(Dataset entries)
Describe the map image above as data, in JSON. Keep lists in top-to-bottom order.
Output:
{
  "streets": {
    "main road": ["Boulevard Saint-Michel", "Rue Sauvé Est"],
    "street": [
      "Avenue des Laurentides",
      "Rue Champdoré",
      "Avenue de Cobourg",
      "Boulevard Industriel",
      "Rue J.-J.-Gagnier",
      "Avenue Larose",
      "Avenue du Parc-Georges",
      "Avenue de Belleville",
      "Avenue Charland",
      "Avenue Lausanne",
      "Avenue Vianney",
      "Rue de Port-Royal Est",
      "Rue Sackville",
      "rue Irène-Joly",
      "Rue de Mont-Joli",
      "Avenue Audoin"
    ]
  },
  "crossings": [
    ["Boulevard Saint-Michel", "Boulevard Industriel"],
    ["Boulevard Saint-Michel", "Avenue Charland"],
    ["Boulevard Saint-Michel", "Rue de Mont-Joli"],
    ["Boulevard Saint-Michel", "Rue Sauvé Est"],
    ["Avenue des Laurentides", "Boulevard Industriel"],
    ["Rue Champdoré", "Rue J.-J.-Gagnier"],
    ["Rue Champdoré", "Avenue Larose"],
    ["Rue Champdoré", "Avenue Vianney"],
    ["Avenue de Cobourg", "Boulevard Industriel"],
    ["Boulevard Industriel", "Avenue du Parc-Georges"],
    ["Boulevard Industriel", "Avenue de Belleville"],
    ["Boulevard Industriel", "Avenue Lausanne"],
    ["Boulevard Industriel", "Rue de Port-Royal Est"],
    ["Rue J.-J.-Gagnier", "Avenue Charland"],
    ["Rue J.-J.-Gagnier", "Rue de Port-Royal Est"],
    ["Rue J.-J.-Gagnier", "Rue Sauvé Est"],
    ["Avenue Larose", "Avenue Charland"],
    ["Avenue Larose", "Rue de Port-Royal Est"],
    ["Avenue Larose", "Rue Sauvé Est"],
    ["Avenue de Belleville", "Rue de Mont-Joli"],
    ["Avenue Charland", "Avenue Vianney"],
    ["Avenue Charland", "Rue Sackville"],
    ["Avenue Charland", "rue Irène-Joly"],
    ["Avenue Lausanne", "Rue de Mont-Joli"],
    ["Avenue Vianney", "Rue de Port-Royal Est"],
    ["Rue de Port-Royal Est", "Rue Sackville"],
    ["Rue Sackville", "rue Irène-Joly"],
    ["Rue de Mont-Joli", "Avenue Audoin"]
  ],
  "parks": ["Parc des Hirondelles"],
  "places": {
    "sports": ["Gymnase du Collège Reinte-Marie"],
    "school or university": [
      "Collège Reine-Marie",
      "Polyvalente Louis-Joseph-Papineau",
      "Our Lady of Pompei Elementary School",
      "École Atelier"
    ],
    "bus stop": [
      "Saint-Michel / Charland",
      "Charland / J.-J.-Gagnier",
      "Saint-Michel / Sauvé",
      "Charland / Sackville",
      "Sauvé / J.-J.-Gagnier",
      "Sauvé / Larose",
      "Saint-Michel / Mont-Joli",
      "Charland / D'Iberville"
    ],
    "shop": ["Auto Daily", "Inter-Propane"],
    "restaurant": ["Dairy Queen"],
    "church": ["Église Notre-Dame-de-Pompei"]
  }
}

YOUR TASK: Output all of the records above exactly as they appear.

RESULT OF THE TASK:
Describe the map image above as data, in JSON. Keep lists in top-to-bottom order.
Output:
{
  "streets": {
    "main road": ["Boulevard Saint-Michel", "Rue Sauvé Est"],
    "street": [
      "Avenue des Laurentides",
      "Rue Champdoré",
      "Avenue de Cobourg",
      "Boulevard Industriel",
      "Rue J.-J.-Gagnier",
      "Avenue Larose",
      "Avenue du Parc-Georges",
      "Avenue de Belleville",
      "Avenue Charland",
      "Avenue Lausanne",
      "Avenue Vianney",
      "Rue de Port-Royal Est",
      "Rue Sackville",
      "rue Irène-Joly",
      "Rue de Mont-Joli",
      "Avenue Audoin"
    ]
  },
  "crossings": [
    ["Boulevard Saint-Michel", "Boulevard Industriel"],
    ["Boulevard Saint-Michel", "Avenue Charland"],
    ["Boulevard Saint-Michel", "Rue de Mont-Joli"],
    ["Boulevard Saint-Michel", "Rue Sauvé Est"],
    ["Avenue des Laurentides", "Boulevard Industriel"],
    ["Rue Champdoré", "Rue J.-J.-Gagnier"],
    ["Rue Champdoré", "Avenue Larose"],
    ["Rue Champdoré", "Avenue Vianney"],
    ["Avenue de Cobourg", "Boulevard Industriel"],
    ["Boulevard Industriel", "Avenue du Parc-Georges"],
    ["Boulevard Industriel", "Avenue de Belleville"],
    ["Boulevard Industriel", "Avenue Lausanne"],
    ["Boulevard Industriel", "Rue de Port-Royal Est"],
    ["Rue J.-J.-Gagnier", "Avenue Charland"],
    ["Rue J.-J.-Gagnier", "Rue de Port-Royal Est"],
    ["Rue J.-J.-Gagnier", "Rue Sauvé Est"],
    ["Avenue Larose", "Avenue Charland"],
    ["Avenue Larose", "Rue de Port-Royal Est"],
    ["Avenue Larose", "Rue Sauvé Est"],
    ["Avenue de Belleville", "Rue de Mont-Joli"],
    ["Avenue Charland", "Avenue Vianney"],
    ["Avenue Charland", "Rue Sackville"],
    ["Avenue Charland", "rue Irène-Joly"],
    ["Avenue Lausanne", "Rue de Mont-Joli"],
    ["Avenue Vianney", "Rue de Port-Royal Est"],
    ["Rue de Port-Royal Est", "Rue Sackville"],
    ["Rue Sackville", "rue Irène-Joly"],
    ["Rue de Mont-Joli", "Avenue Audoin"]
  ],
  "parks": ["Parc des Hirondelles"],
  "places": {
    "sports": ["Gymnase du Collège Reinte-Marie"],
    "school or university": [
      "Collège Reine-Marie",
      "Polyvalente Louis-Joseph-Papineau",
      "Our Lady of Pompei Elementary School",
      "École Atelier"
    ],
    "bus stop": [
      "Saint-Michel / Charland",
      "Charland / J.-J.-Gagnier",
      "Saint-Michel / Sauvé",
      "Charland / Sackville",
      "Sauvé / J.-J.-Gagnier",
      "Sauvé / Larose",
      "Saint-Michel / Mont-Joli",
      "Charland / D'Iberville"
    ],
    "shop": ["Auto Daily", "Inter-Propane"],
    "restaurant": ["Dairy Queen"],
    "church": ["Église Notre-Dame-de-Pompei"]
  }
}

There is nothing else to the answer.